A intervalos regulares la materia calcárea que segregaba me salía coloreada, así se formaban muchas hermosas rayas que seguían derechas a través de las espirales, y esta concha era algo distinto de mí pero también la parte más verdadera de mí, la explicación de quién era yo, mi retrato traducido a un sistema rítmico de volúmenes y rayas y colores y materia dura, y era también el retrato de ella traducido a aquel sistema, pero también el verdadero idéntico retrato de ella tal como era, porque al mismo tiempo ella estaba fabricándose una concha idéntica a la mía y yo sin saberlo estaba copiando lo que hacía ella y ella sin saberlo copiaba lo que hacía yo, y todos los demás estaban copiando a todos los demás y construyéndose conchas todas iguales, de tal modo que hubiéramos seguido en el mismo punto de antes si no fuera por el hecho de que es fácil decir que esas conchas son iguales, y si las miras descubres tantas pequeñas diferencias que podrían en seguida volverse grandísimas.

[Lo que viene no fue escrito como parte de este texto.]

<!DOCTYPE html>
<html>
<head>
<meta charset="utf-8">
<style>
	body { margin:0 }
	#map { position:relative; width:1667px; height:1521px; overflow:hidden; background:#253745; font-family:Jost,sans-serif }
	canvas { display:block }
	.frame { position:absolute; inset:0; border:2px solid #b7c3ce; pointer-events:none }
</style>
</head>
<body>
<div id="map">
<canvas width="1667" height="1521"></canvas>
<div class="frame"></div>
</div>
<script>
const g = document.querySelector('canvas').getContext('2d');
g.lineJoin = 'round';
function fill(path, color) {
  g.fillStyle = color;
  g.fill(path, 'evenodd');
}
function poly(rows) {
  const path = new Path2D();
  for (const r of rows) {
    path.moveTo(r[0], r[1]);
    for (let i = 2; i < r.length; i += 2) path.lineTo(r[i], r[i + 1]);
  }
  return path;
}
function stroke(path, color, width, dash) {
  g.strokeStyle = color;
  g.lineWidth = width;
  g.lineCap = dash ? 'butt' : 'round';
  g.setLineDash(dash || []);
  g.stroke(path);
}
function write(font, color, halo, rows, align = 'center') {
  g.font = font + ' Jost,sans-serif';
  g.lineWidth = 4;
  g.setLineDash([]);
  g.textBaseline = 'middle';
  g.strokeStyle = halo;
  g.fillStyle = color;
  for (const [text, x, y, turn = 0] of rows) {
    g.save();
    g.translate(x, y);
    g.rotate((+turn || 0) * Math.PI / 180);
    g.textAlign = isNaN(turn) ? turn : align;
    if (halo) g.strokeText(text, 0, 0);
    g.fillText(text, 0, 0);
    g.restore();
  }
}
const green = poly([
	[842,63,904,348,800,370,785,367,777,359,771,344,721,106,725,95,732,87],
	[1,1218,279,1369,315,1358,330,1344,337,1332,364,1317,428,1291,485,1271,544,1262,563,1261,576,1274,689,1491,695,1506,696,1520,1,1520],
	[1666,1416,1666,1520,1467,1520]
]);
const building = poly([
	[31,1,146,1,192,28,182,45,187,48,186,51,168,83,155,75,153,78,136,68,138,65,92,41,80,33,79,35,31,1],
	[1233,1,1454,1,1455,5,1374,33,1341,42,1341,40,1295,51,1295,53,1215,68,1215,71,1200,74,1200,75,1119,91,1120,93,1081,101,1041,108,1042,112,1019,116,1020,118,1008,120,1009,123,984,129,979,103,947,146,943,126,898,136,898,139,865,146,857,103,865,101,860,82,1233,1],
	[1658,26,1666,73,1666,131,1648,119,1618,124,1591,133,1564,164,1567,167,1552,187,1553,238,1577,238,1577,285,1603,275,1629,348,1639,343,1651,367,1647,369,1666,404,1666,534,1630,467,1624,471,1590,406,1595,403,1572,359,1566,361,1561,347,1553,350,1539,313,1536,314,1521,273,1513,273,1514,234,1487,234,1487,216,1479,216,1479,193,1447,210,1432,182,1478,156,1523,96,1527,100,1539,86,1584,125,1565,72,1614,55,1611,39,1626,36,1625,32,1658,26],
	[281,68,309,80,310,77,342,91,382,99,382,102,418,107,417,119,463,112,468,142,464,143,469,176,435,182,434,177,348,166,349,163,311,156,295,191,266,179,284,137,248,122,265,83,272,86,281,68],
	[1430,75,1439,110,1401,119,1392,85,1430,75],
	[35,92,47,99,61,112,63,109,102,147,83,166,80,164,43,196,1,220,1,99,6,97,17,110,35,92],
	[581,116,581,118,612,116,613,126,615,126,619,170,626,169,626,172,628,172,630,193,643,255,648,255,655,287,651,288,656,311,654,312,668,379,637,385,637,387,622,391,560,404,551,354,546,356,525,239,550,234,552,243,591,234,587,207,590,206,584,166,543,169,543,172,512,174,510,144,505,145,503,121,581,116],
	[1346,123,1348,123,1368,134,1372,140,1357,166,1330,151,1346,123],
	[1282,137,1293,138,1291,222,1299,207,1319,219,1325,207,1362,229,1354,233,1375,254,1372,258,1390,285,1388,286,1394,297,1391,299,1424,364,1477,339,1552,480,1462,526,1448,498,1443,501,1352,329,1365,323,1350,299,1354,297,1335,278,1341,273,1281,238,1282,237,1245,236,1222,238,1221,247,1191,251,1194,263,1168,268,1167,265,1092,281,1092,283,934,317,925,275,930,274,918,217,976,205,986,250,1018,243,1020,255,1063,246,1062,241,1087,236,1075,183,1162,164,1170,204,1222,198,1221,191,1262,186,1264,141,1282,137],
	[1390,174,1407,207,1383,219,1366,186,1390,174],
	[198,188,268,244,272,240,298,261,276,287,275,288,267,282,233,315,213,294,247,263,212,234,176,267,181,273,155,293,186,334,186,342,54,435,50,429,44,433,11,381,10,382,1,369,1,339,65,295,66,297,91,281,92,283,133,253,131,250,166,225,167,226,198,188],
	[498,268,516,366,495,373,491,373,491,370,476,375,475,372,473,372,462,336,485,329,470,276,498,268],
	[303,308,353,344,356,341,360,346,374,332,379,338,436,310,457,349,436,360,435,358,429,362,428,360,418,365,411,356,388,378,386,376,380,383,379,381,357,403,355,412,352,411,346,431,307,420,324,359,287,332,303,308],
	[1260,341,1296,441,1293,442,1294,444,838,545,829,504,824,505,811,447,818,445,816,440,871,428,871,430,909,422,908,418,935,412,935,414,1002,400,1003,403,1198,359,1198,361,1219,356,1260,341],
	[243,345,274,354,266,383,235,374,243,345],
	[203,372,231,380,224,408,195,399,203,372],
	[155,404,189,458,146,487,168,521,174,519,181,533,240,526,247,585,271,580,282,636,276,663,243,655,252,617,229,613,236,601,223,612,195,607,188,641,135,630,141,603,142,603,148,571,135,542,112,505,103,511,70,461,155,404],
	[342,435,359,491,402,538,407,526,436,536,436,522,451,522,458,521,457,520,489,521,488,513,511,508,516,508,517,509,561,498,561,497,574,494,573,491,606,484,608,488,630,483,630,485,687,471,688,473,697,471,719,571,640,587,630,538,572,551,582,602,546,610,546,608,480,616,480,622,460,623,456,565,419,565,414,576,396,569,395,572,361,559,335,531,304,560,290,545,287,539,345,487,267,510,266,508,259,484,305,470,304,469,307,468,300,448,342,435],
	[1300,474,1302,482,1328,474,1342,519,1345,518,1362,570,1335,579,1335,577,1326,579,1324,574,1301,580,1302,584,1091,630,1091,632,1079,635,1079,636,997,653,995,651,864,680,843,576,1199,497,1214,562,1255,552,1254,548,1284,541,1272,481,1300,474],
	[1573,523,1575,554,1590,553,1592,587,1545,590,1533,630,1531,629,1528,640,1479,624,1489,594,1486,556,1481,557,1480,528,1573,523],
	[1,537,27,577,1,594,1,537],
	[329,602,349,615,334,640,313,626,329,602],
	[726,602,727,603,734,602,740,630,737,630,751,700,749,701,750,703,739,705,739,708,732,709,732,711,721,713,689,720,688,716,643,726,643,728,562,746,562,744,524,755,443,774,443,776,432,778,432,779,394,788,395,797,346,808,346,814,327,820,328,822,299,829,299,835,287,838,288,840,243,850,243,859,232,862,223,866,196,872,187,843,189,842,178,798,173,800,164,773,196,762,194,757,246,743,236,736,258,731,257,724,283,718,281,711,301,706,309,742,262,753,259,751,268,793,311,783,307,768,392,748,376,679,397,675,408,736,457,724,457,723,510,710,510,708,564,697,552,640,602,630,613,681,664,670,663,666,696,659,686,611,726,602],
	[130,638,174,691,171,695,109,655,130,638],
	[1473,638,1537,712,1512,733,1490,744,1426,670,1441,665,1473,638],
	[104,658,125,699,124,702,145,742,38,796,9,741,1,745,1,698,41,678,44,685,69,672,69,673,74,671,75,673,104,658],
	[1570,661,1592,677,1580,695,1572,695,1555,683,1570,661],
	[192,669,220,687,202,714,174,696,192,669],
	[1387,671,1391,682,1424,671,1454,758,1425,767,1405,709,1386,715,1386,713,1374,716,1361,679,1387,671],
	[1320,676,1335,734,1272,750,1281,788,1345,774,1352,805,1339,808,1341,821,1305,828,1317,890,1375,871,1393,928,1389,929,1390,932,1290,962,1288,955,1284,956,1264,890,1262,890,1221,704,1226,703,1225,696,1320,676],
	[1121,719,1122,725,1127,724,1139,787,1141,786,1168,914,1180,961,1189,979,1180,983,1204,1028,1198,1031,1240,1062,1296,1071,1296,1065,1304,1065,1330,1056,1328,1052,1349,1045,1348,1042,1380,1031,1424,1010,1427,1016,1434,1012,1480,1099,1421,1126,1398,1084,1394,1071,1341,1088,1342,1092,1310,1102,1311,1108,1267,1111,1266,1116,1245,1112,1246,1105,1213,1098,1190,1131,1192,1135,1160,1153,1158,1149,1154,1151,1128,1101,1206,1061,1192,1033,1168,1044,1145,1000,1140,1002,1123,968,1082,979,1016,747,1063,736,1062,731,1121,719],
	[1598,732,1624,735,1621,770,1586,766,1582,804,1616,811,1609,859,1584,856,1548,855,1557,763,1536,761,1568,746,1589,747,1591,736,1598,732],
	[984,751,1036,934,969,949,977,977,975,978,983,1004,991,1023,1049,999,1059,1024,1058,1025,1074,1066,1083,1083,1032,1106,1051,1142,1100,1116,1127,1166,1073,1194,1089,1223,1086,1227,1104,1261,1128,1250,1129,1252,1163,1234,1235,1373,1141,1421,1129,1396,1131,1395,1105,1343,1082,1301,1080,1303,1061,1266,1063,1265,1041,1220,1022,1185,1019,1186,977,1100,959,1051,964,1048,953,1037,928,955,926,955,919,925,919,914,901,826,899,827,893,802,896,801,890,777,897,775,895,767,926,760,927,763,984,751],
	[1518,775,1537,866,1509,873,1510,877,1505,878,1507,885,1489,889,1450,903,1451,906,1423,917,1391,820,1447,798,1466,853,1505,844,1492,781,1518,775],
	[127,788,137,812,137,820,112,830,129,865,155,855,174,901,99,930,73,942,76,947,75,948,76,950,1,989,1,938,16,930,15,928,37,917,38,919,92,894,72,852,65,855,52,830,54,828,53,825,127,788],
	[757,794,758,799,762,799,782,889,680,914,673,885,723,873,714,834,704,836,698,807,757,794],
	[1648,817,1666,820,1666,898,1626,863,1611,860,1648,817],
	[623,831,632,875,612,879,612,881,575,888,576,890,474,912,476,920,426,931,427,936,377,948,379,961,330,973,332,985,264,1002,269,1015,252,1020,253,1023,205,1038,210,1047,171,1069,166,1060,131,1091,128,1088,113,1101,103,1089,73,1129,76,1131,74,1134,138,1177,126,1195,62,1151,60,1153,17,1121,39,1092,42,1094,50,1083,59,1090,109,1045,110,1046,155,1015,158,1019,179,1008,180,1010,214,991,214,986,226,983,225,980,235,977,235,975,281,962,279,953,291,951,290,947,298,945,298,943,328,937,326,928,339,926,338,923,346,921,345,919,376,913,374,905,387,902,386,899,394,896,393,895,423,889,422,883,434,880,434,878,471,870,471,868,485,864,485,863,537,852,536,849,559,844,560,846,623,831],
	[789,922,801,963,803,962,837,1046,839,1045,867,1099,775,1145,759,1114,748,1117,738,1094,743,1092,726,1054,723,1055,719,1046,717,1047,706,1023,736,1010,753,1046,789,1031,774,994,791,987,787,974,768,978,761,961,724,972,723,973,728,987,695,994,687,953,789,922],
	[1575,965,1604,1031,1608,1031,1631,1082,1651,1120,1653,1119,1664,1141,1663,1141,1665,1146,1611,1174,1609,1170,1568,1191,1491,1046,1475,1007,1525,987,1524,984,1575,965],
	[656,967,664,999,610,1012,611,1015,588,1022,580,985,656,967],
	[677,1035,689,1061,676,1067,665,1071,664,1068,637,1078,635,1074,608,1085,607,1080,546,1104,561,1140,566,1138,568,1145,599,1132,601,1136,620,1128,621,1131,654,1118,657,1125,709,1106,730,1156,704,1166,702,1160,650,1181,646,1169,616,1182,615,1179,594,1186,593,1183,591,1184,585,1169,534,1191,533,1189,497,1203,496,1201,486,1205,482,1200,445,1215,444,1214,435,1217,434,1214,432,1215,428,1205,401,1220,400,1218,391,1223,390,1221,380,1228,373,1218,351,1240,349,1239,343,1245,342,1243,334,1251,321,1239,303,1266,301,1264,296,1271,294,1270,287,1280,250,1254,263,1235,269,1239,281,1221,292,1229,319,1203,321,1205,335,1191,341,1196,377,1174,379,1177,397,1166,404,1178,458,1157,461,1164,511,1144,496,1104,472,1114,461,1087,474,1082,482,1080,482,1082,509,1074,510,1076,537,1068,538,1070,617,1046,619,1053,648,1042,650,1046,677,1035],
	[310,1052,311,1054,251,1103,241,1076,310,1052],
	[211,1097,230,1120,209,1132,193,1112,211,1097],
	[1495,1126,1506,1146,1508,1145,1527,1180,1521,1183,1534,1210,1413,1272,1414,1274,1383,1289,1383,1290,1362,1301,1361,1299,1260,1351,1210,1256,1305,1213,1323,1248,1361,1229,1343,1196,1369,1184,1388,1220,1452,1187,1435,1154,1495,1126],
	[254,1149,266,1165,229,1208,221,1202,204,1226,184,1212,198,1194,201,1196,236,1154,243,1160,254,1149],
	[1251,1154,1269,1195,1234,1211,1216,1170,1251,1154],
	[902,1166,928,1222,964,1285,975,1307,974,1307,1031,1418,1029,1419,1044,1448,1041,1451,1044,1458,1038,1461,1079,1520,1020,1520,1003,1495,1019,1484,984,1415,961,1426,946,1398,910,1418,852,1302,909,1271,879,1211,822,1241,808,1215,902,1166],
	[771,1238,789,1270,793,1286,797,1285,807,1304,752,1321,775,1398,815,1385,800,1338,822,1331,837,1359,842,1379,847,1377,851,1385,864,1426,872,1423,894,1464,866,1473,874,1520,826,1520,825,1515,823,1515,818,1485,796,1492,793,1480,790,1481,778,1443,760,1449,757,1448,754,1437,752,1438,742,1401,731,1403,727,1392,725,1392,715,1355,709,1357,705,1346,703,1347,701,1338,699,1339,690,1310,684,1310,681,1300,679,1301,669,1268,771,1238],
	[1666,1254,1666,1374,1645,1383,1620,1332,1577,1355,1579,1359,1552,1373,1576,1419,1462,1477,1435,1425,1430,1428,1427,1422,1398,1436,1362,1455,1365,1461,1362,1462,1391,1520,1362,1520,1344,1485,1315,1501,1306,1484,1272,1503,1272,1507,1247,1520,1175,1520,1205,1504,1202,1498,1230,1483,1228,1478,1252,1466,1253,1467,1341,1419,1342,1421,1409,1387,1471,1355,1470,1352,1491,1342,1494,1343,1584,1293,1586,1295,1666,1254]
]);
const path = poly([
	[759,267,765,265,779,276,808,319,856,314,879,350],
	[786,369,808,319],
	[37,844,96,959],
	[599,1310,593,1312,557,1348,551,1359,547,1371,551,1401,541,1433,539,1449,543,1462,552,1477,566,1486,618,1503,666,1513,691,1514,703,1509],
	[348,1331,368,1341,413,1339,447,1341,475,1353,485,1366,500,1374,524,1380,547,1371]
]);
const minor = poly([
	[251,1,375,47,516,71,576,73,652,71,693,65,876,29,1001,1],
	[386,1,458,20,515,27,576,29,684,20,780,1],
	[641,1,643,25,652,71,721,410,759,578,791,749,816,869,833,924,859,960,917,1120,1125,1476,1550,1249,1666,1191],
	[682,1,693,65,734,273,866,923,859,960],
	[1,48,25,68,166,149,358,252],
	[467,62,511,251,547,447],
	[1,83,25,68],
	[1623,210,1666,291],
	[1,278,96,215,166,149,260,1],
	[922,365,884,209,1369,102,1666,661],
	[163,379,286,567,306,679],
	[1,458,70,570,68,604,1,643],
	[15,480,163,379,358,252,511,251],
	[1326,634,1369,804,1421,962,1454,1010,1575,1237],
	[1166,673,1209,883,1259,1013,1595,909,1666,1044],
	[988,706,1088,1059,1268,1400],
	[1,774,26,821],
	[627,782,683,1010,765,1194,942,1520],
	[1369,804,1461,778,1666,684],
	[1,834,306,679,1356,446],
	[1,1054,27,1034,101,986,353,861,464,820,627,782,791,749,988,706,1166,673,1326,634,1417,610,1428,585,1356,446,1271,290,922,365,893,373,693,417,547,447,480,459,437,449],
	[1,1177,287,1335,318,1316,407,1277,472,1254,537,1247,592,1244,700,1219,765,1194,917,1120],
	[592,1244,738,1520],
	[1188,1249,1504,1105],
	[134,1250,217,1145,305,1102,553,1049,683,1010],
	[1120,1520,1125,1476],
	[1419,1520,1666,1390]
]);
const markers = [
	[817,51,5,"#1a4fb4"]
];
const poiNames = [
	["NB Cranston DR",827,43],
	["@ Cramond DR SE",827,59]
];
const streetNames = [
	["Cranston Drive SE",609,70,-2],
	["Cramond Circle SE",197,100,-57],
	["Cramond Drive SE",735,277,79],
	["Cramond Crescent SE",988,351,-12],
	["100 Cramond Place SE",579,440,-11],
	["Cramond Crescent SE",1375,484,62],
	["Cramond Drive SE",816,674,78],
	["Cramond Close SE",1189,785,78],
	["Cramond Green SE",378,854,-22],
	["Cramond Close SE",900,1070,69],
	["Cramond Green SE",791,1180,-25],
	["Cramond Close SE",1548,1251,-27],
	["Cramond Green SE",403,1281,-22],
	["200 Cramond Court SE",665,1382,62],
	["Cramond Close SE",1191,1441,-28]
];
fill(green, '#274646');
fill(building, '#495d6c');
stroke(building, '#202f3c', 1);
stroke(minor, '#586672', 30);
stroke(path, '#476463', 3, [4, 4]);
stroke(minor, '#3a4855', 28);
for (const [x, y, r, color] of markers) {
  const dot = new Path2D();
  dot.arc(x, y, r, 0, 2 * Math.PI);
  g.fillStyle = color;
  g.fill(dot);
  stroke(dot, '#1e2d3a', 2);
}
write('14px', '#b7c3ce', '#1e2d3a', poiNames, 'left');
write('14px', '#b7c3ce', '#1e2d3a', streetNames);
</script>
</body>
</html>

Puedo decir, pues, que mi concha se hacía por sí sola, sin que yo pusiese particular atención en que me saliera bien de una manera más que de otra, pero esto no quiere decir que entretanto yo estuviera distraído, con la cabeza vacía; me aplicaba, en cambio, a aquel acto de segregar, sin distraerme un segundo, sin pensar jamás en otra cosa, es decir: pensando siempre en otra cosa, puesto que la concha no sabía pensarla, como por lo demás no sabía pensar en ninguna otra cosa, sino acompañando el esfuerzo de hacer la concha con el esfuerzo de pensar en hacer algo, o sea cualquier cosa, o sea todas las cosas que después se podrían hacer. De modo que no era siquiera un trabajo monótono, porque el esfuerzo de pensamiento que lo acompañaba se ramificaba en innumerables tipos de pensamientos que se ramificaban cada uno en innumerables tipos de acciones que podían servir para hacer cada uno innumerables cosas, y el hacer cada una de estas cosas estaba implícito en el hacer crecer la concha, vuelta tras vuelta…

II

(Hasta que ahora, pasados quinientos millones de años, miro a mi alrededor y veo sobre el escollo el terraplén del ferrocarril y el tren que pasa por encima con una comitiva de muchachas holandesas asomadas a la ventanilla y en el último compartimiento un viajero solo que lee Heródoto en una edición bilingüe, y desaparece en la galería sobre la cual corre el camino para camiones con el gran cartel "Visite la Rau" que representa las pirámides, y un triciclo de heladero trata de pasar a un camión cargado de ejemplares del fascículo "Rh-Stijl" de una enciclopedia en fascículos pero después frena y vuelve a la cola porque la visibilidad está obstruida por una nube de abejas que cruza la carretera procedente de una fila de colmenas situada en un campo del que seguramente una abeja reina se va llevándose detrás todo un enjambre en sentido contrario al humo del tren que vuelve a aparecer en la extremidad del túnel, de modo que no se ve nada debido a ese estrato nebuloso de abejas y humo de carbón como no sea unos metros más arriba un campesino que rompe la tierra a golpes de zapa y sin darse cuenta saca a la luz y vuelve a enterrar un fragmento de zapa neolítica semejante a la suya, en un huerto que circunda un observatorio astronómico con los telescopios apuntando al cielo y en cuyo umbral la hija del guardián está sentada leyendo los horóscopos en un semanario que tiene en la cubierta la cara de la protagonista del film Cleopatra, veo todo esto y no me siento nada maravillado porque hacer la concha implicaba también hacer la miel en el panal de cera y el carbón y los telescopios y el reino de Cleopatra y los films sobre Cleopatra y las pirámides y el diseño del zodíaco de los astrólogos caldeos y las guerras y los imperios de que habla Heródoto y las palabras escritas por Heródoto y las obras escritas en todas las lenguas incluso las de Spinoza en holandés y el resumen en catorce líneas de la vida y las obras de Spinoza en el fascículo "Rh-Stijl" de la enciclopedia en el camión que el triciclo del heladero pasó, y así al hacer la concha me parece que he hecho también el resto.